9 September 2015

What gets measured, gets done: How to track Universal Healthcare Coverage and make it a reality

The June 2015 report, Tracking Universal Health Coverage, from the World Health Organization (WHO) and World Bank Group (WBG) shows that 400 million people do not have access to essential health services. This report is a wake-up call demonstrating the need for universal healthcare coverage (UHC). UHC means all people receive the quality, essential health services they need, without being exposed to financial hardship. Over the past year, the world has witnessed the importance of strong health systems with the recent Ebola outbreak in West Africa. UHC is the foundation needed for resilient health systems which provide promotion, prevention, treatment, rehabilitation and palliation. UHC is also necessary to reduce inequity and eradicate extreme poverty (less than $1.25/day), as people are often tipped or pushed further into extreme poverty as they have had to pay for health services out of their own pockets. '

Many perceive the greatest challenge to achieving UHC is that UHC-progress is not easily quantifiable. Monitoring of UHC-progress must account for whether people receive the services they need, as well as the quality of services and the impact on health. The June 2015 report is the first of its kind and uses innovative indicators to measure health service coverage and financial protection to assess progress towards UHC.

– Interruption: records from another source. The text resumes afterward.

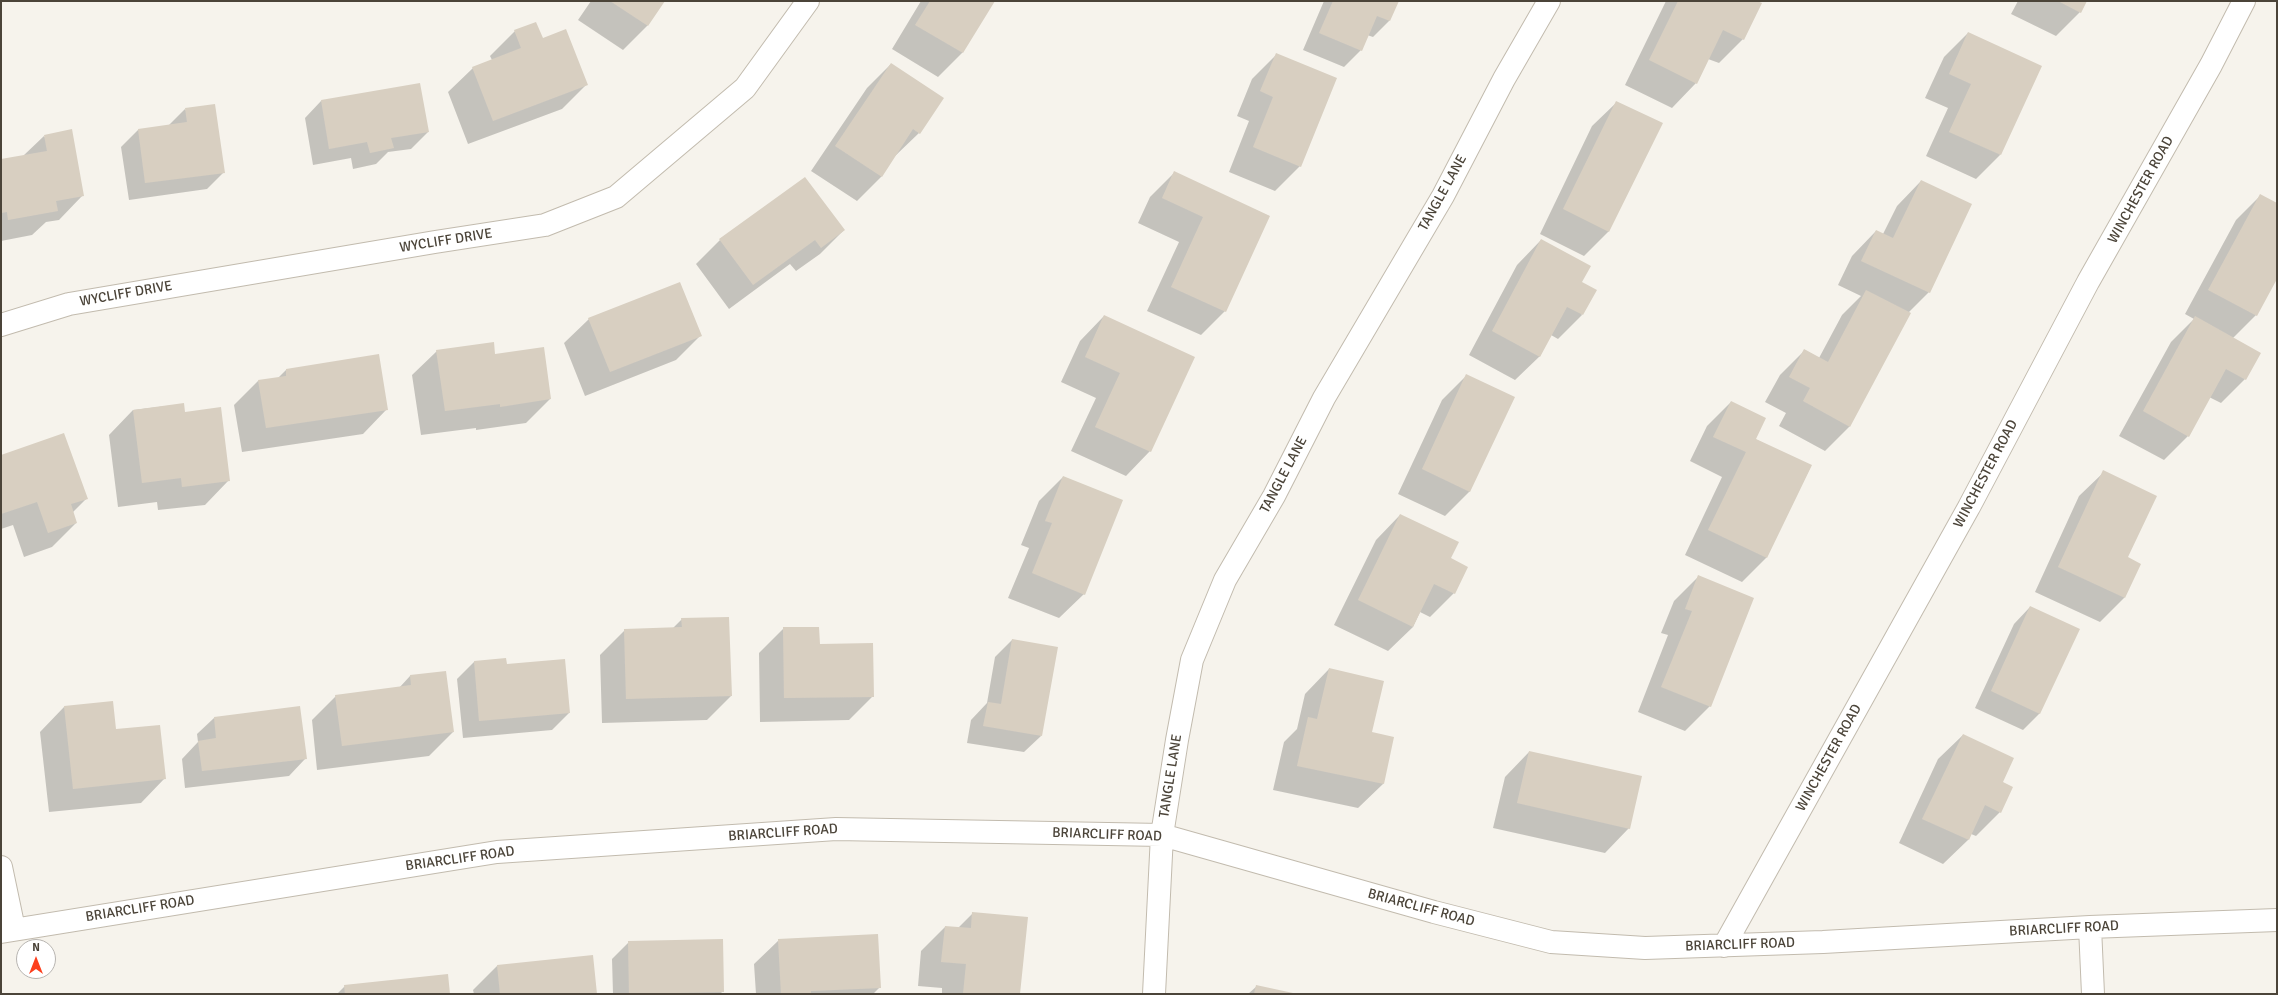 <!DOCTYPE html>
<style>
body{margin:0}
#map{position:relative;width:2278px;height:995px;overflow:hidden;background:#f6f3ec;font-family:Signika,sans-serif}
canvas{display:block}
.frame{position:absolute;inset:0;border:2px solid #4b4439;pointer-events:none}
.north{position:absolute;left:16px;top:939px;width:40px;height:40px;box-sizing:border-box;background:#fff;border:1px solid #b7b4b0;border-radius:50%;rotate:0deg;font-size:11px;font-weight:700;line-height:16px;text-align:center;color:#4b4439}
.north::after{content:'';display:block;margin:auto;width:14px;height:18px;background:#fc3f1d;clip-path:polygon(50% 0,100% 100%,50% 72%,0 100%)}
</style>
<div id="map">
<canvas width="2278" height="995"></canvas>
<div class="frame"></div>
<div class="north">N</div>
</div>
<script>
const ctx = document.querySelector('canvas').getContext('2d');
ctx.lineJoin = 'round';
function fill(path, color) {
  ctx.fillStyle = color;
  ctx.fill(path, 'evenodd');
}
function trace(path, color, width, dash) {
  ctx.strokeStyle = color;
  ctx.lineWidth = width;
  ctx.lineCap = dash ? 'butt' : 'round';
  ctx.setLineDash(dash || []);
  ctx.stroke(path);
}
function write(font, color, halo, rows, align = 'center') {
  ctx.font = font + ' Signika,sans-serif';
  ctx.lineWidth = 3.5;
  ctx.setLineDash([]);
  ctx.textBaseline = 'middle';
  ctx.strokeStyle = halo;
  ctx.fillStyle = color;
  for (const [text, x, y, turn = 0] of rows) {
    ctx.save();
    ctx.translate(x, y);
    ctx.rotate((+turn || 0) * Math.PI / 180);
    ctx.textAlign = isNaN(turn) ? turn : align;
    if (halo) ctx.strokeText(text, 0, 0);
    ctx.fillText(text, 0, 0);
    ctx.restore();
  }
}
fill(new Path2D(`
 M591 1H664L647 26 623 50 578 20Z
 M921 1H994L962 53 938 77 892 49Z
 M1324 1H1398L1389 21 1373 37 1367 35 1361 50 1344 67 1303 50Z
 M1666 1H1755L1743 39 1719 63 1708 59 1696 83 1672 108 1625 85Z
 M2018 1H2086L2080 12 2056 36 2011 14Z
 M515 31 542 39 587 84 562 109 468 144 448 92 473 68 492 60 490 56Z
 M1968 33 2000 155 1976 179 1926 156 1948 108 1925 98 1944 57Z
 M1276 55 1300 166 1275 191 1229 172 1249 121 1237 116 1252 79Z
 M891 64 919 133 894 157 881 177 857 201 811 171 867 88Z
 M321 101 428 132 411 149 388 152 376 164 353 169 351 158 313 165 305 118Z
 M1617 102 1609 231 1584 256 1540 234 1592 126Z
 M185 109 224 172 207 189 129 200 121 147 138 130 168 126Z
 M44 136 83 195 59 220 46 222 32 235 1 241V160L23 156Z
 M1174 173 1269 216 1225 311 1201 335 1147 311 1179 242 1138 223 1150 197Z
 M1921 181 1929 292 1908 313 1849 427 1825 451 1779 426 1786 413 1765 402 1780 375 1805 350 1819 358 1842 315 1861 296 1838 285 1852 256 1876 231 1883 234 1897 206Z
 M2260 196 2277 205V277L2256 315 2233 338 2245 379 2221 403 2209 397 2188 436 2164 460 2119 436 2171 342 2194 319 2185 314 2236 220Z
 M844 230 820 254 796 271 790 264 729 309 696 264 720 240Z
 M1541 240 1582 315 1558 339 1551 335 1540 356 1515 380 1469 355 1517 265Z
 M1104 316 1150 451 1126 476 1071 451 1096 398 1061 382 1080 341Z
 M589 319 700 336 676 360 585 396 564 343Z
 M437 351 495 355 550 399 526 423 476 430V428L421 435 412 375Z
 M286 370 387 409 363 434 242 452 234 405 258 381 278 378Z
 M1466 376 1470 491 1445 516 1398 494 1442 400Z
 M1731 402 1755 439 1811 466 1766 558 1742 582 1685 555 1722 477 1690 461 1707 426Z
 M183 404 184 413 229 480 205 505 158 510 157 502 118 507 109 435 133 410Z
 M1 456 87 498 73 512 76 523 52 547 24 557 13 525 1 529Z
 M2104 472 2126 558 2140 564 2124 598 2100 622 2035 592 2079 496Z
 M1063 477 1084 594 1059 618 1008 598 1029 548 1021 545 1039 501Z
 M1400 515 1449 559 1454 593 1430 617 1420 612 1413 627 1388 651 1334 625 1376 540Z
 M1699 576 1710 706 1685 731 1638 712 1668 635 1661 633 1674 601Z
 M2030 607 2040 713 2023 730 1975 708 2014 624Z
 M682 619 731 696 707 720 602 723 600 655 625 630 672 629Z
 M784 628 873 696 849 720 760 722 759 653Z
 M1012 640 1041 736 1024 752 967 743 971 720 987 703 995 657Z
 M505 659 506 665 569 713 552 730 463 738 457 679 474 662Z
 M1329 669 1371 733 1393 738 1383 784 1358 808 1273 790 1284 742 1297 729 1305 694Z
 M445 672 453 732 429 756 317 770 312 720 336 696 399 688 410 676Z
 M64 707 115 730 165 778 141 803 49 812 40 732Z
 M214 718 305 759 289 776 185 788 182 759 198 742 197 734Z
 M1963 735 2001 783 2000 812 1976 836 1971 834 1968 840 1943 864 1899 843 1938 759Z
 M1529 752 1629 828 1605 853 1493 828 1505 777Z
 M973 913 1019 994H942V988L918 986 921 951 945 927 958 928Z
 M779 940 880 987 873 994H756L754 964Z
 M629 942 723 991 720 994H613L612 959Z
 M498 965 596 994H474L473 990Z
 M345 986 449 994H337Z
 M1257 986 1291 994H1248Z`), '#0003');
fill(new Path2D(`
 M610 1H665L648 26Z
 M930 1H995L963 53 915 25Z
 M1333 1H1399L1390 21 1377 16 1362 51 1319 33Z
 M1678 1H1757L1762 3 1744 40 1723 30 1697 84 1649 60Z
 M2058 1H2087L2081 13Z
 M536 22 543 38 566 29 588 85 493 121 472 67 521 48 514 30Z
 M1968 32 2042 66 2001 155 1949 132 1971 84 1949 74Z
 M1276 53 1337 78 1301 167 1253 147 1273 97 1260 91Z
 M891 63 944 98 920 134 913 129 882 177 835 146Z
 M420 83 429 132 391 138 394 148 370 153 367 142 329 149 321 100Z
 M1616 101 1663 123 1609 232 1563 209Z
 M215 104 225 173 145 183 138 129 187 122 185 108Z
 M72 129 84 196 56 201 58 211 8 220 7 212 1 213V159L47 151 44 135Z
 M1174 171 1270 216 1226 312 1171 287 1203 217 1162 198Z
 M805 177 845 230 821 248 815 240 753 285 719 239Z
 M1921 180 1972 204 1930 293 1861 261 1876 230 1893 238Z
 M2260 194 2277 203V279L2257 316 2208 290Z
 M1541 239 1591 266 1582 282 1597 290 1583 315 1567 307 1540 357 1492 331Z
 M680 282 702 336 610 372 588 318Z
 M1866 290 1911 313 1850 427 1803 401 1810 388 1789 377 1804 349 1828 362Z
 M1104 315 1195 357 1151 452 1095 427 1120 373 1085 357Z
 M2195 316 2261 353 2246 380 2226 369 2189 437 2143 411Z
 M494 342 495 354 544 347 551 399 500 407V404L445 411 436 350Z
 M379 354 388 410 266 428 258 380 286 376V369Z
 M1466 374 1515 397 1470 492 1422 469Z
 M1731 401 1766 418 1756 439 1812 465 1767 558 1708 530 1746 452 1713 437Z
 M184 403 185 412 221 407 230 481 182 487 181 478 142 483 133 410Z
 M64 433 88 499 71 504 77 523 48 533 37 502 1 514V455Z
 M2103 470 2157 496 2128 557 2141 564 2125 598 2058 567Z
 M1063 476 1123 500 1085 595 1032 573 1052 523 1045 521Z
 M1400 514 1459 542 1451 558 1468 567 1455 594 1434 584 1413 627 1358 600Z
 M1698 575 1754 598 1711 707 1661 687 1692 611 1685 609Z
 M2030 606 2080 629 2040 714 1991 691Z
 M729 617 732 696 626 699 624 629 682 627 681 618Z
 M783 627H819L820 644 873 643 874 697 784 698Z
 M1012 639 1058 647 1042 736 983 726 988 702 1001 704Z
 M506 658 507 664 565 659 570 713 479 721 474 661Z
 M1329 668 1384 681 1372 732 1394 737 1384 784 1297 766 1308 717 1317 719Z
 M446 671 454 732 342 746 335 695 411 685 410 675Z
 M113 701 116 729 160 725 166 779 73 789 64 706Z
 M300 706 307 759 202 771 198 741 216 738 214 717Z
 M1963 734 2014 758 2003 782 2013 787 2001 813 1985 805 1969 840 1922 819Z
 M1529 751 1642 776 1630 829 1517 803Z
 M972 912 1028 917 1020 994H963L966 964 941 962 945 926 971 928Z
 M878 934 881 988 811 991V994H781L778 939Z
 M723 939 724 992 629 994 628 941Z
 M593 955 597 994H500L497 965Z
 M448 974 450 994H345L344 985Z
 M1256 985 1293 993V994H1254Z`), '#d8cfc1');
const street = new Path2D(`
 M1 325 69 304 435 242 545 225 616 197 745 88 808 1
 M1 867 14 929
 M2090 927 2093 994
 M1 932 497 852 836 829 1162 835 1434 912 1551 942 1645 948 1823 942 2090 927 2277 920
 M1724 946 1969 507 2088 282 2211 65 2244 1
 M1154 994 1162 835 1177 740 1192 660 1225 580 1274 496 1324 398 1443 196 1504 79 1549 1`);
trace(street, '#c2bbae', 24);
trace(street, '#fff', 22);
write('14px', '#4b4439', '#fff', [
 ["WINCHESTER ROAD",2141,190,-61],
 ["TANGLE LANE",1443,193,-61],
 ["WYCLIFF DRIVE",446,241,-9],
 ["WYCLIFF DRIVE",126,294,-10],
 ["WINCHESTER ROAD",1986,474,-62],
 ["TANGLE LANE",1284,475,-62],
 ["WINCHESTER ROAD",1829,758,-61],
 ["TANGLE LANE",1171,776,-81],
 ["BRIARCLIFF ROAD",783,833,-4],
 ["BRIARCLIFF ROAD",1107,835,2],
 ["BRIARCLIFF ROAD",460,859,-8],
 ["BRIARCLIFF ROAD",1421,908,15],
 ["BRIARCLIFF ROAD",140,909,-9],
 ["BRIARCLIFF ROAD",2064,929,-3],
 ["BRIARCLIFF ROAD",1740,945,-2]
]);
</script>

The report identifies the following eight core tracer indicators for differing aspects of health service coverage:

  • Reproductive and newborn health: family planning, antenatal care, skilled birth attendance
  • Child immunization: 3 doses of diphtheria, tetanus and pertussis (DTP)-containing vaccine
  • Infectious disease: antiretroviral therapy (ART), tuberculosis (TB) treatment
  • Non-health sector determinants of health: improved water sources, improved sanitary facilities

The indicators have been chosen as they indicate a population's health and well-being, regardless of the country's socioeconomic, development, health system or other considerations.

Effective monitoring of these indicators is necessary to achieve UHC. By monitoring these indicators, policy-makers and decision-makers can set appropriate targets and goals for their countries as they work towards the UHC objectives and strengthen their existing health systems. Each of the eight core tracer indicators have also been included in the recently launched Global Reference List of 100 Core Health Indicators, which was developed by WHO and its partners. The Global Reference List will be a global standard for health data collection.

Dr. Mary E. Norton is a professor and Executive Director of Global Academic Initiatives at UNAI member institute, Felician College-The Franciscan College of New Jersey in the United States of America, and has extensive knowledge of health systems across the world having developed baccalaureate and graduate nursing programmes in Iran, Pakistan and Jordan and taught in Qatar, Bahrain, China and Finland. She applauds the WHO and WBG's comprensive data collection approach to identify each country's individual needs. However, she states there are limits to the report saying, "We need to ask ourselves is such a 
daunting task sustainable? How long can it be sustained? Who will finance the data gathering?"

She also emphasizes the importance of determining how to collect the health data of vulnerable populations, such as refugees and countries experiencing conflict. Dr. Norton asks, "How will the quality of care in these countries, and this population be measured and monitored? Who will pay for their care?"

By encouraging the production of accurate and timely health data, action is being taken to ensure academics and researchers have the information needed to identfy and solve the world's most daunting health challenges. This is a necessary and important first step to achieving universal healthcare for all.